Cancer Data Research via Bipartite Graph Modeling for Subtype Discovery, Therapeutic Linking, and Outcome Prediction

PI: Faisal N. Abu-Khzam

Project description

We use a graph-based framework that models cancer cohorts as bipartite networks connecting patients to molecular/clinical entities (e.g., genes, variants, pathways, drugs/targets). This representation preserves the inherent two-mode structure of oncology data and supports subtype discovery, link prediction for therapy mapping, and risk/outcome modeling. Using proven technology, we will develop, validate, and release a toolkit and a secure analytics workflow suitable for multi-omics and clinical integration.

Research partners

We welcome partners who are keen to apply novel (yet proven) methodology/technology to solve high-dimensional data problems in cancer research and uncover new insights in diagnosis, risks, and therapy—particularly organizations that possess clinical data and are open to underwriting a project and/or partnering on research grants.

Our methodology

1. Data-to-graph integration

P×G: patients ↔ genes/variants (SNVs, CNAs, fusions; optional methylation/expression binarization).
P×Pth: patients ↔ pathways (edge weights from pathway activity scores).
D×T: drugs ↔ targets; align to patient-side via shared target genes to enable therapeutic linking.

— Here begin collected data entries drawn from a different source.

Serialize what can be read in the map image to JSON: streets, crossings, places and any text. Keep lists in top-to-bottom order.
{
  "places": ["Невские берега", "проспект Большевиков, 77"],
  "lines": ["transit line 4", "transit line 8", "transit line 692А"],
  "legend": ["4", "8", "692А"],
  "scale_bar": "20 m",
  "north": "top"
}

Deliver a harmonized schema with robust QC, missingness handling, and edge weighting (frequency, effect size, confidence).

2. Bi-clustering & community detection for subtype discovery

Apply bipartite-aware methods (e.g., bi-Louvain, spectral bi-clustering, stochastic block models, NMF) to identify patient–feature bi-clusters that correspond to molecular subtypes and co-alteration modules. Evaluate biological coherence (pathway enrichment), stability, and agreement with known labels (e.g., PAM50 in breast cancer).

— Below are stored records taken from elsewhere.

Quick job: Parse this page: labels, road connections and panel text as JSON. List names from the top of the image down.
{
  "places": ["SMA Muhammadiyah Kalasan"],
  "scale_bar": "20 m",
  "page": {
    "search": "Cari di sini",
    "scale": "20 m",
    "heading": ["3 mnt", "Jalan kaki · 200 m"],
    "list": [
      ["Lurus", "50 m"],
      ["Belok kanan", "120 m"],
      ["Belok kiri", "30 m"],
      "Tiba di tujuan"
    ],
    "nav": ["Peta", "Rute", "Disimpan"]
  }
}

3. Link prediction for therapy mapping and novel associations

Matrix completion (weighted low-rank, graph-regularized NMF)
Bipartite GNNs (message passing on two-mode graphs; LightGCN/HeteroGNN variants)
Calibrated probabilities for candidate patient–target or patient–trial links; prioritize testable hypotheses (e.g., DepMap/CCLE; OncoKB/CIViC)

4. Prognostic modeling using graph-derived features

Engineer graph features (bipartite degrees, authority/hub scores, community memberships, graph embeddings) and test their value in survival/time-to-event models (Cox, RSF, DeepSurv). Report C-index, time-dependent AUC, and calibration; compare against baselines without graph features.

Data and cohorts

Genomics/Clinical: TCGA (multi-omics + outcomes), ICGC, cBioPortal cohorts; METABRIC (breast).
Knowledge bases: COSMIC (somatic variants), OncoKB/CIViC (actionability), DrugBank/DGIdb (drug–target), MSigDB/Reactome (pathways).
Optional cell-line sensitivity: DepMap/PRISM/CCLE for orthogonal validation.

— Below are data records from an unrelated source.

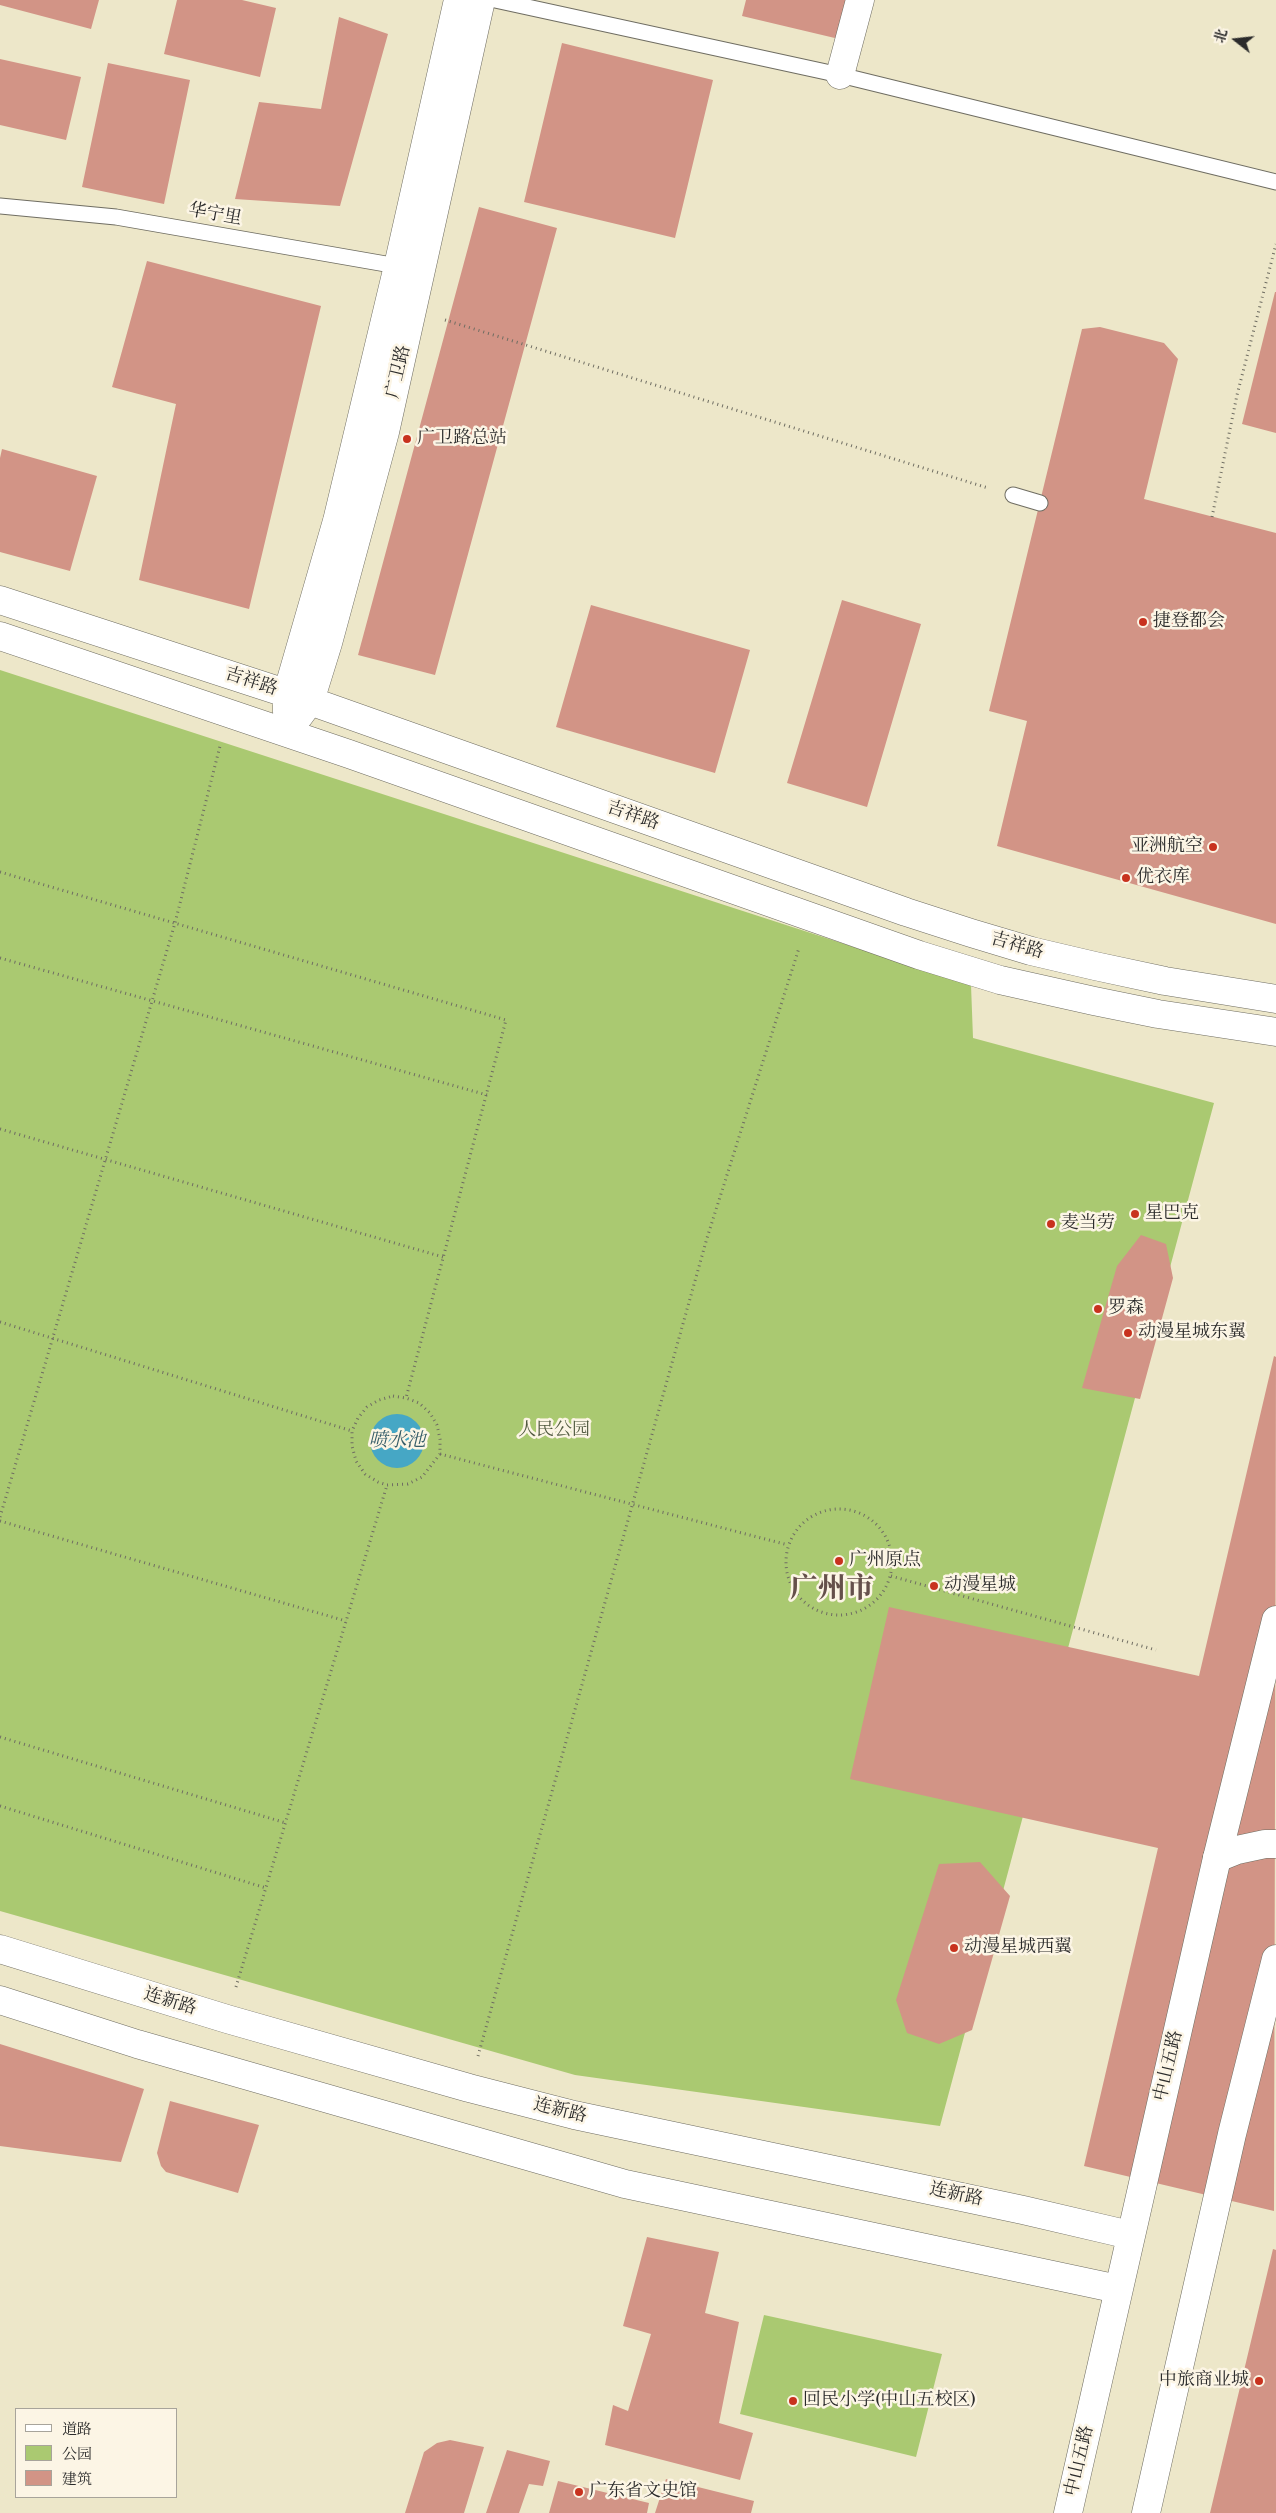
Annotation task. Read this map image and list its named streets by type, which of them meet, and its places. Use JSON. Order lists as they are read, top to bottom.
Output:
{
  "streets": {
    "street": [
      "广卫路",
      "吉祥路",
      "连新路",
      "中山五路"
    ],
    "lane": ["华宁里"]
  },
  "crossings": [
    ["华宁里", "广卫路"],
    ["广卫路", "吉祥路"],
    ["连新路", "中山五路"]
  ],
  "districts": ["广州市"],
  "water": ["喷水池"],
  "parks": ["人民公园"],
  "places": [
    "广卫路总站",
    "捷登都会",
    "亚洲航空",
    "优衣库",
    "星巴克",
    "麦当劳",
    "罗森",
    "动漫星城东翼",
    "广州原点",
    "动漫星城",
    "动漫星城西翼",
    "中旅商业城",
    "回民小学(中山五校区)",
    "广东省文史馆"
  ],
  "legend": ["道路", "公园", "建筑"],
  "north": "left"
}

All protected health information—if any institutional data are added—will follow IRB approvals, de-identification, and secure compute controls.

Evaluation and success criteria

Subtype discovery: NMI/ARI vs. established labels; pathway enrichment FDR < 0.05; bootstrap stability.
Link prediction: AUC-PR, hits@k for actionable targets/drugs, literature back-up rate.
Prognosis: C-index improvement Δ ≥ 0.03 over clinical-only baseline; well-calibrated risk.
Reproducibility: results replicated across at least two cancers (e.g., BRCA, LUAD).

Deliverables

Open methods: code (Python; NetworkX/igraph, PyTorch Geometric/pyG, cuGraph optional), Docker/Conda environments.
Documentation & notebooks for data-to-graph pipelines and analyses.
Manuscript/preprint (subtype discovery + prognostic utility) and a short policy/clinical note on therapy-linking limits.
Demo dashboard: query patient/module to see linked features, targets, and literature.

Ethics, privacy, and compliance

All human data work will follow IRB approval, data-use agreements, and GDPR/HIPAA-compliant storage. Only de-identified data will be used; results are research-only, not for clinical decision-making.